Give the total number of lines in the data below that include "green", and nothing else.
───── Data provided ─────
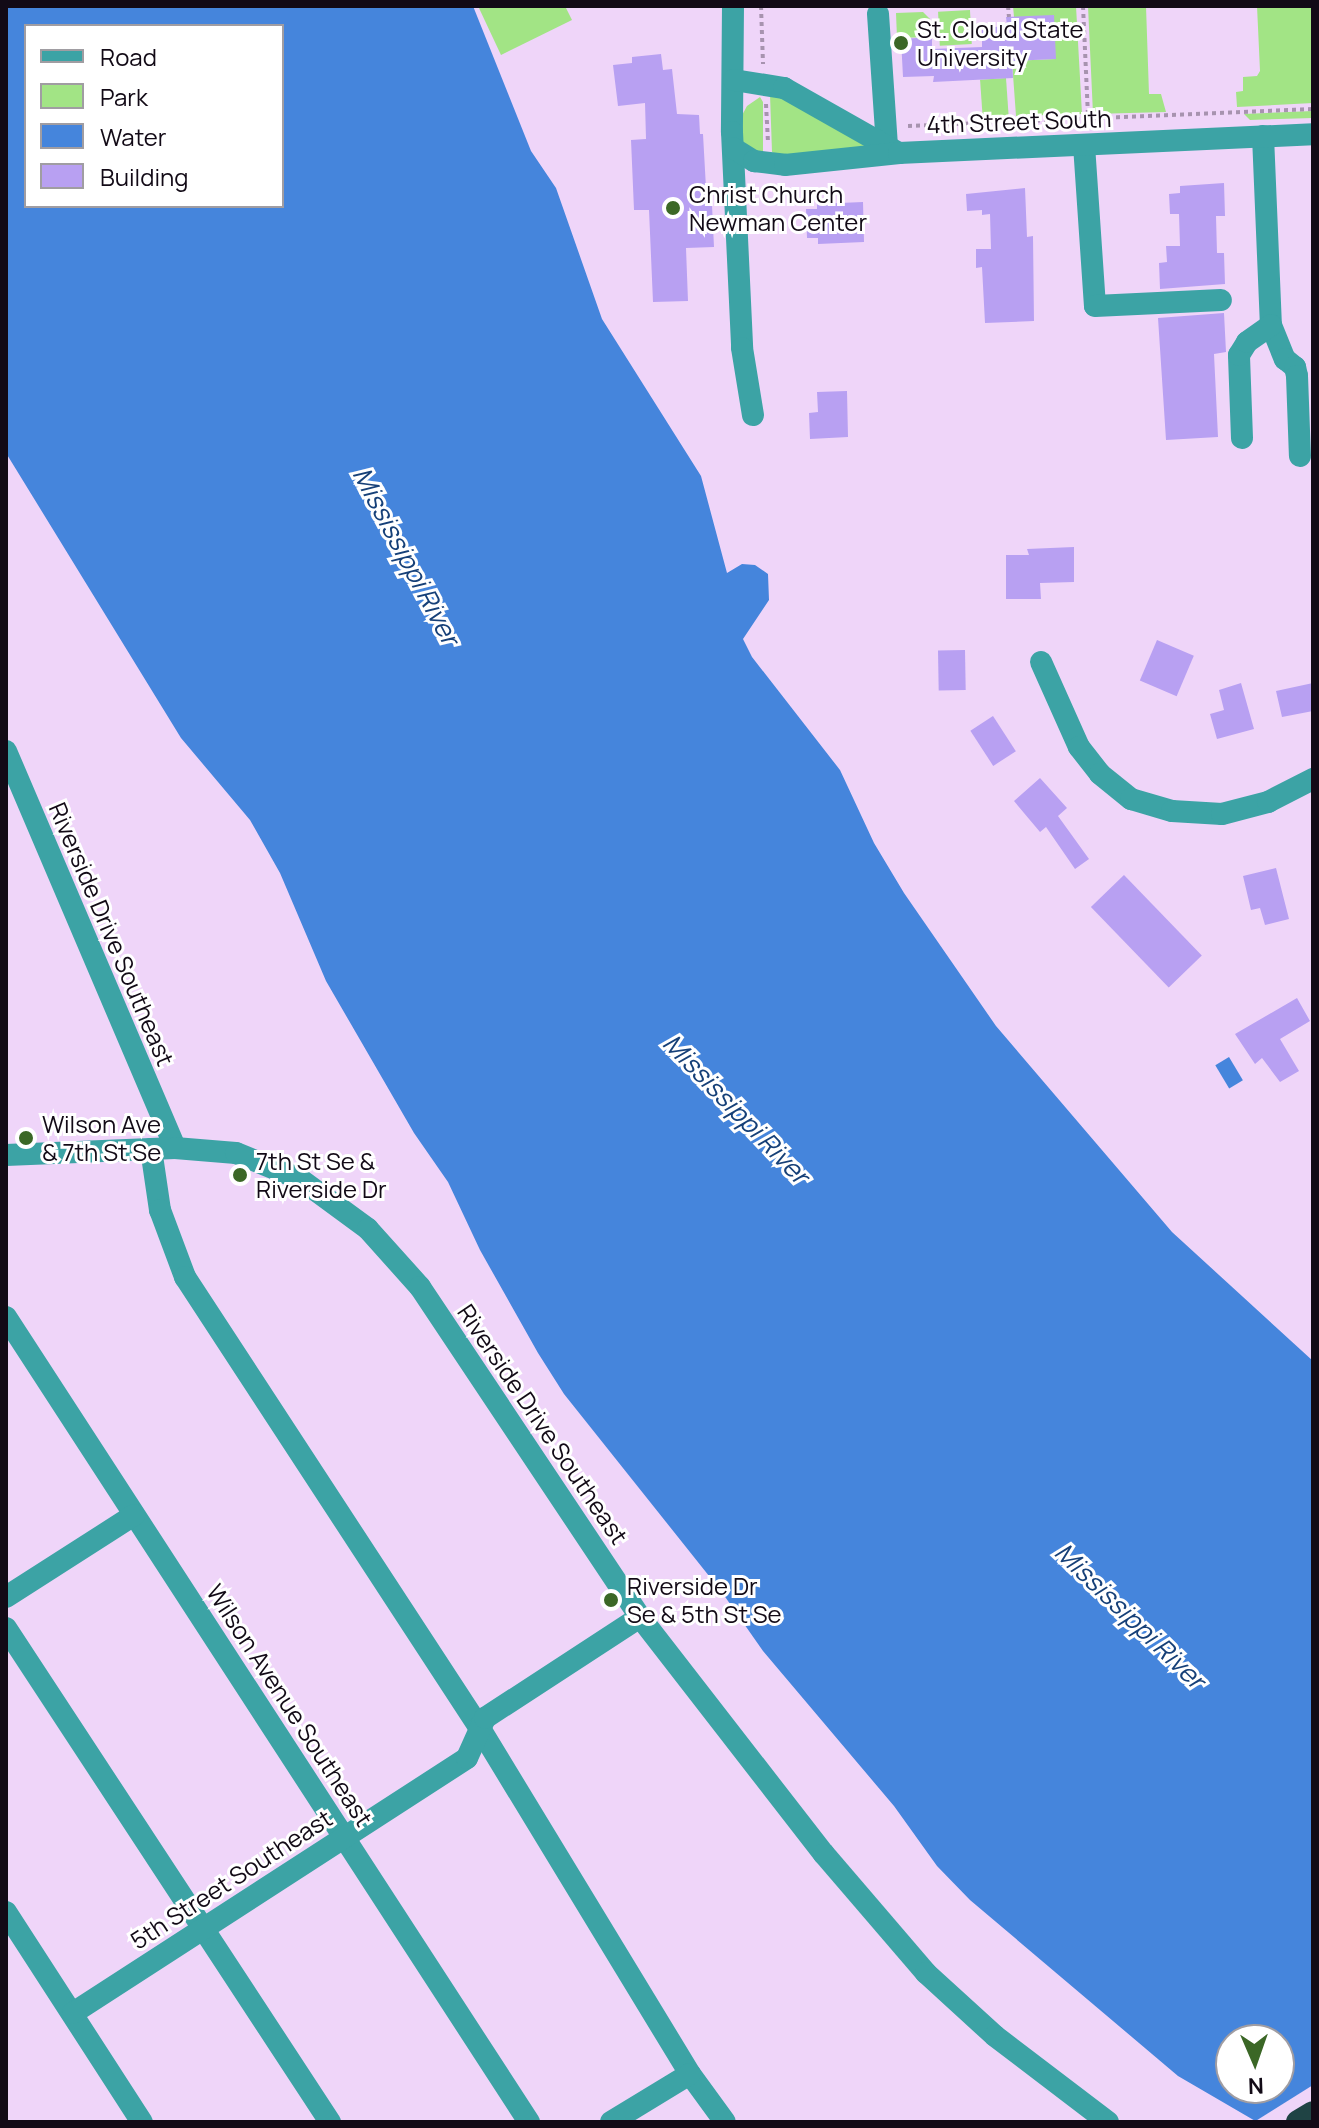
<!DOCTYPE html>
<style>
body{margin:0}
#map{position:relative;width:1319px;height:2128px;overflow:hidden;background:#efd5f9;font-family:Manrope,sans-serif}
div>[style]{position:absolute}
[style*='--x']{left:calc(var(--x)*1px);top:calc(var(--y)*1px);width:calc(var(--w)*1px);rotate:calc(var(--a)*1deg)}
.green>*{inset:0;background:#a2e485;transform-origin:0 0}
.water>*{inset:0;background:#4585dc;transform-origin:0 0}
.pier>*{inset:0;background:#efd5f9}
.building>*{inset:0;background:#b8a0f2;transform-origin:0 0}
.path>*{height:4px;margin-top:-2px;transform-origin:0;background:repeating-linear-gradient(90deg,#a793af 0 4px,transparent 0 8px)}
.minor>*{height:22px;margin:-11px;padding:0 11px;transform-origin:11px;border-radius:11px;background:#3ca3a5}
.highway>*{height:24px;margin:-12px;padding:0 12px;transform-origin:12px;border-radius:12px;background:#1f4344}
.dots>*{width:22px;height:22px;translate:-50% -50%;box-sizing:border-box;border:4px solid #fff;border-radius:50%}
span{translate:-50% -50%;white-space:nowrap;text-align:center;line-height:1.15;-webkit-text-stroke:6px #fff;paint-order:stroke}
.poi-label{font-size:24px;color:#120a16}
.left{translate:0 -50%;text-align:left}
.street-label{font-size:24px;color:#120a16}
.water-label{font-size:26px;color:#164078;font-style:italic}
.frame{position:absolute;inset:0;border:8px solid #120a16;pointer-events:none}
.legend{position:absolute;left:24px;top:24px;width:260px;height:184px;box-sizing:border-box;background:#fff;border:2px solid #a09da2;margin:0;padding:10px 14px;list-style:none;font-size:24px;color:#120a16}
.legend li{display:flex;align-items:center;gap:16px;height:40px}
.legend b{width:40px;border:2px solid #a09da2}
.north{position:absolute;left:1215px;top:2024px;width:80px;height:80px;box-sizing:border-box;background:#fff;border:2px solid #a09da2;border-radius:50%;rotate:178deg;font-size:22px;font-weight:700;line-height:32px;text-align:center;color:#120a16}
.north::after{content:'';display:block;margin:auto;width:28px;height:36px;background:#3b6726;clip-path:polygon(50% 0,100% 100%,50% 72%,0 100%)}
</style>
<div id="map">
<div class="green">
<div style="clip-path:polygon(478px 6px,565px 6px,572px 20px,501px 55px)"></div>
<div style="clip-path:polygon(1013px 6px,1076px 6px,1082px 114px,1016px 116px,1012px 61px,1056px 59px,1014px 17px)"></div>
<div style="clip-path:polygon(1088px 6px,1146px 6px,1149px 94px,1161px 94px,1166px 112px,1093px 114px)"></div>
<div style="clip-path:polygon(1257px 6px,1313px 6px,1313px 103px,1237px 107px,1236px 92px,1243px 91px,1243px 77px,1257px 76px,1260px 71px)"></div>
<div style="left:970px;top:10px;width:34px;height:32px;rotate:87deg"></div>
<div style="clip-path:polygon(923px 12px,930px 19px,932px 37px,897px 38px,896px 13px)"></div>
<div style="left:1006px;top:78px;width:40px;height:26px;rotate:86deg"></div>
<div style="clip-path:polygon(770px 94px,779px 96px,869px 148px,782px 158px,772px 152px)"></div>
<div style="clip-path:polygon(760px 97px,763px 102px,763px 157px,742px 141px,740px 119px,747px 106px)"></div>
<div style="clip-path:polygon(1313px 111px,1313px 118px,1250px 120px,1244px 114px)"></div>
</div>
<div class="water">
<div style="clip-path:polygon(evenodd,6px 6px,473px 6px,531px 151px,556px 188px,602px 319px,701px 476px,727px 573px,742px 564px,755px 565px,768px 574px,769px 600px,743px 639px,752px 657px,840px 770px,874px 843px,904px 893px,996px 1026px,1172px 1232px,1313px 1361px,1313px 2122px,1257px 2122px,1178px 2076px,970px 1900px,937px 1866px,894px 1806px,763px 1651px,721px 1591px,564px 1394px,538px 1353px,480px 1250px,448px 1182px,414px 1133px,326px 981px,280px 873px,250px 820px,181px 738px,6px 453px,6px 6px,26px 26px,282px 26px,282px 206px,26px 206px,26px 26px,6px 6px,1231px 2040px,1279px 2040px,1279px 2088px,1231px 2088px,1231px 2040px)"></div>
<div style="left:1229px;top:1057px;width:27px;height:16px;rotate:59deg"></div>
</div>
<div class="pier">
<div style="clip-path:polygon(1313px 2085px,1313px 2122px,1254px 2122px)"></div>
</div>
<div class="building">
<div style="clip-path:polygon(1054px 15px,1056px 59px,1012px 61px,1013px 78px,933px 82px,934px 76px,903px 77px,901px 39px,932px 37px,932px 49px,982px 47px,982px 28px,1007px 26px,1006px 17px)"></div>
<div style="clip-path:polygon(661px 54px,663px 70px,672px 69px,677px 114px,699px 115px,700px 134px,703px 134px,707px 206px,712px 205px,714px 247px,686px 248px,688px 301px,653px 302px,649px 210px,634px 210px,631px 140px,646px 139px,645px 103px,618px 106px,613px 65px,632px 63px,632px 57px)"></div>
<div style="clip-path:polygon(1224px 183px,1225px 216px,1216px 216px,1217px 253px,1224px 253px,1225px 284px,1160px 289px,1159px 263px,1167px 262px,1166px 246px,1180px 246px,1179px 214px,1170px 214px,1169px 194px,1180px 193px,1180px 186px)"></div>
<div style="clip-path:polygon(1025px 188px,1027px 237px,1033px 236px,1034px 321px,985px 323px,982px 267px,976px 268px,976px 249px,991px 249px,990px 214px,982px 215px,982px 210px,967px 211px,966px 194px)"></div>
<div style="clip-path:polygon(863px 202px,864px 242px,818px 244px,818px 238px,807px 238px,806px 209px,817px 209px,817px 204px)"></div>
<div style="clip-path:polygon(1224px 313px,1226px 352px,1214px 354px,1218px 437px,1166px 440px,1158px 318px)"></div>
<div style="clip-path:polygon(847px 391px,848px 437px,810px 439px,809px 413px,818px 412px,817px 392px)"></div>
<div style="clip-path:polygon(1074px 547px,1074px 582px,1040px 583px,1041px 599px,1006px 599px,1006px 555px,1029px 555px,1027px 549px)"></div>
<div style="left:1157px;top:640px;width:40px;height:44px;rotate:23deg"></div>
<div style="left:965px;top:650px;width:40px;height:27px;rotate:89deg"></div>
<div style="clip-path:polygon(1241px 683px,1254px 729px,1217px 739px,1210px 714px,1224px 710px,1219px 690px)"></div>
<div style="clip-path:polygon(1313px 683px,1313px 711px,1282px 717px,1276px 691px)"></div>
<div style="left:993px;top:716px;width:42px;height:27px;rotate:57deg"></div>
<div style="clip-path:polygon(1040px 778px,1067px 808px,1058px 816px,1089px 859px,1075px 869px,1046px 827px,1040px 832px,1014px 801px)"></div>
<div style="clip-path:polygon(1276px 868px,1289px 919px,1265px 925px,1260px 908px,1251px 910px,1243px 876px)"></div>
<div style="left:1124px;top:875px;width:112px;height:46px;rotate:46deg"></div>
<div style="clip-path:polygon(1297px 998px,1310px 1021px,1280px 1039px,1299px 1071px,1280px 1082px,1262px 1058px,1255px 1064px,1235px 1034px)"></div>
</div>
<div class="path">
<div style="--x:761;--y:6;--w:58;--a:88"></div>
<div style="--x:912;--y:6;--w:64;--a:0"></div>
<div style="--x:1008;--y:6;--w:11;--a:85"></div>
<div style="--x:1083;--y:6;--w:112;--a:87.4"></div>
<div style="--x:766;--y:104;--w:39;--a:87"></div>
<div style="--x:908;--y:126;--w:405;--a:-2.4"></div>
</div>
<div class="minor">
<div style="--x:733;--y:6;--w:126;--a:90.5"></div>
<div style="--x:732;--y:132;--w:216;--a:87.3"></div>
<div style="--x:742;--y:348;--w:68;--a:80.7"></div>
<div style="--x:878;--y:14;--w:132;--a:86.1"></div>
<div style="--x:734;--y:80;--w:51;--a:9.1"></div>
<div style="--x:784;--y:88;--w:132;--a:29.5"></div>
<div style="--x:1263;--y:136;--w:189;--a:87.6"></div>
<div style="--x:1271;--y:325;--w:37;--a:68"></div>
<div style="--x:1285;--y:359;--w:13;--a:39"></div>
<div style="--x:1295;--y:367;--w:9;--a:77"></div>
<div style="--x:1297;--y:376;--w:80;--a:87.9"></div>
<div style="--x:1084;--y:145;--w:161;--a:86.1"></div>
<div style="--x:1095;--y:306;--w:126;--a:-2.7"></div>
<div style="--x:733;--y:148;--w:25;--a:32"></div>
<div style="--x:754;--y:161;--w:31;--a:7"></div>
<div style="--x:785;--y:165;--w:115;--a:-6"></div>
<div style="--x:899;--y:153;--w:414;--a:-2.6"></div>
<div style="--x:1242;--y:438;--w:83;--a:-92.1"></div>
<div style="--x:1239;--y:355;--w:15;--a:-58"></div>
<div style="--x:1247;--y:342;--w:29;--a:-35"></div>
<div style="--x:1041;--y:662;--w:93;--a:65.9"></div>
<div style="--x:1079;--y:747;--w:34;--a:52"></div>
<div style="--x:1100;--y:774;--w:40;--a:39"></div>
<div style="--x:1131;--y:799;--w:43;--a:16.3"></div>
<div style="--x:1172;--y:811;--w:50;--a:3.4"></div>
<div style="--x:1222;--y:814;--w:48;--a:-14.6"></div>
<div style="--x:1268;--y:802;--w:51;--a:-27.1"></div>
<div style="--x:6;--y:751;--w:431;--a:66.9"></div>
<div style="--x:151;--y:1149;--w:62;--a:81.6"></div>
<div style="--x:160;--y:1210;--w:72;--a:69.5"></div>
<div style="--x:185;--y:1277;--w:538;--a:56.84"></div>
<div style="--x:479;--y:1727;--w:406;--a:58.7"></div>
<div style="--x:690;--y:2074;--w:59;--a:53.9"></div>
<div style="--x:6;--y:1155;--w:169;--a:-2.4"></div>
<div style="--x:175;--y:1148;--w:61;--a:4.7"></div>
<div style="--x:236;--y:1153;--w:69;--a:22.1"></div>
<div style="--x:300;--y:1179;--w:84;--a:36.3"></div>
<div style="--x:368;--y:1229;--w:78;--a:48.1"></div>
<div style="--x:420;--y:1287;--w:397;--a:56.3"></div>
<div style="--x:640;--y:1617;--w:300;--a:52.2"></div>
<div style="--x:824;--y:1854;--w:157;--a:49.4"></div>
<div style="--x:926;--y:1973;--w:93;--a:42.4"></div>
<div style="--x:995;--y:2036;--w:142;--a:37.3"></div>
<div style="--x:6;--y:1317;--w:960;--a:56.99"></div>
<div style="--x:6;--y:1597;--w:152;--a:-32.6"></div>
<div style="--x:6;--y:1628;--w:591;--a:56.74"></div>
<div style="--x:6;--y:1912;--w:250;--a:57.1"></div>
<div style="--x:73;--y:2013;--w:469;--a:-32.9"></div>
<div style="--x:467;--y:1758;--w:44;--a:-65.8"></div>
<div style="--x:485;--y:1718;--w:185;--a:-33.1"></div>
<div style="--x:611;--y:2122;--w:92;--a:-31.3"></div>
</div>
<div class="highway">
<div style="--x:1298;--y:2122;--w:17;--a:-31"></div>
</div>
<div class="dots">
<div style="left:901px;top:43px;background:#3b6726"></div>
<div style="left:673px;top:208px;background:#3b6726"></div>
<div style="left:26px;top:1138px;background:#3b6726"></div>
<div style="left:240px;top:1175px;background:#3b6726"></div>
<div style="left:611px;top:1600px;background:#3b6726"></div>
</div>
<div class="poi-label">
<span class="left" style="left:917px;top:43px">St. Cloud State<br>University</span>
<span class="left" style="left:689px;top:208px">Christ Church<br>Newman Center</span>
<span class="left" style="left:42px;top:1138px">Wilson Ave<br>&amp; 7th St Se</span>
<span class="left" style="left:256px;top:1175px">7th St Se &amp;<br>Riverside Dr</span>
<span class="left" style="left:627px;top:1600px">Riverside Dr<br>Se &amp; 5th St Se</span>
</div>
<div class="street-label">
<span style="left:1019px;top:121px;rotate:-2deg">4th Street South</span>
<span style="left:112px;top:934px;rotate:67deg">Riverside Drive Southeast</span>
<span style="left:543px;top:1424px;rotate:56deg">Riverside Drive Southeast</span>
<span style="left:290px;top:1705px;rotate:57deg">Wilson Avenue Southeast</span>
<span style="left:231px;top:1879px;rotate:-33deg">5th Street Southeast</span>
</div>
<div class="water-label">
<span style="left:406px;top:556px;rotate:62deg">Mississippi River</span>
<span style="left:736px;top:1109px;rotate:46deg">Mississippi River</span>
<span style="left:1130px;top:1616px;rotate:44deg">Mississippi River</span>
</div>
<div class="frame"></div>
<ul class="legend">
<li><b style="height:10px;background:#3ca3a5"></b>Road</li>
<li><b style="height:22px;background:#a2e485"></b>Park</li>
<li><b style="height:22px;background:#4585dc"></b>Water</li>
<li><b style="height:22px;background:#b8a0f2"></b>Building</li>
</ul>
<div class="north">N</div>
</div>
─────
● Solved problem:
2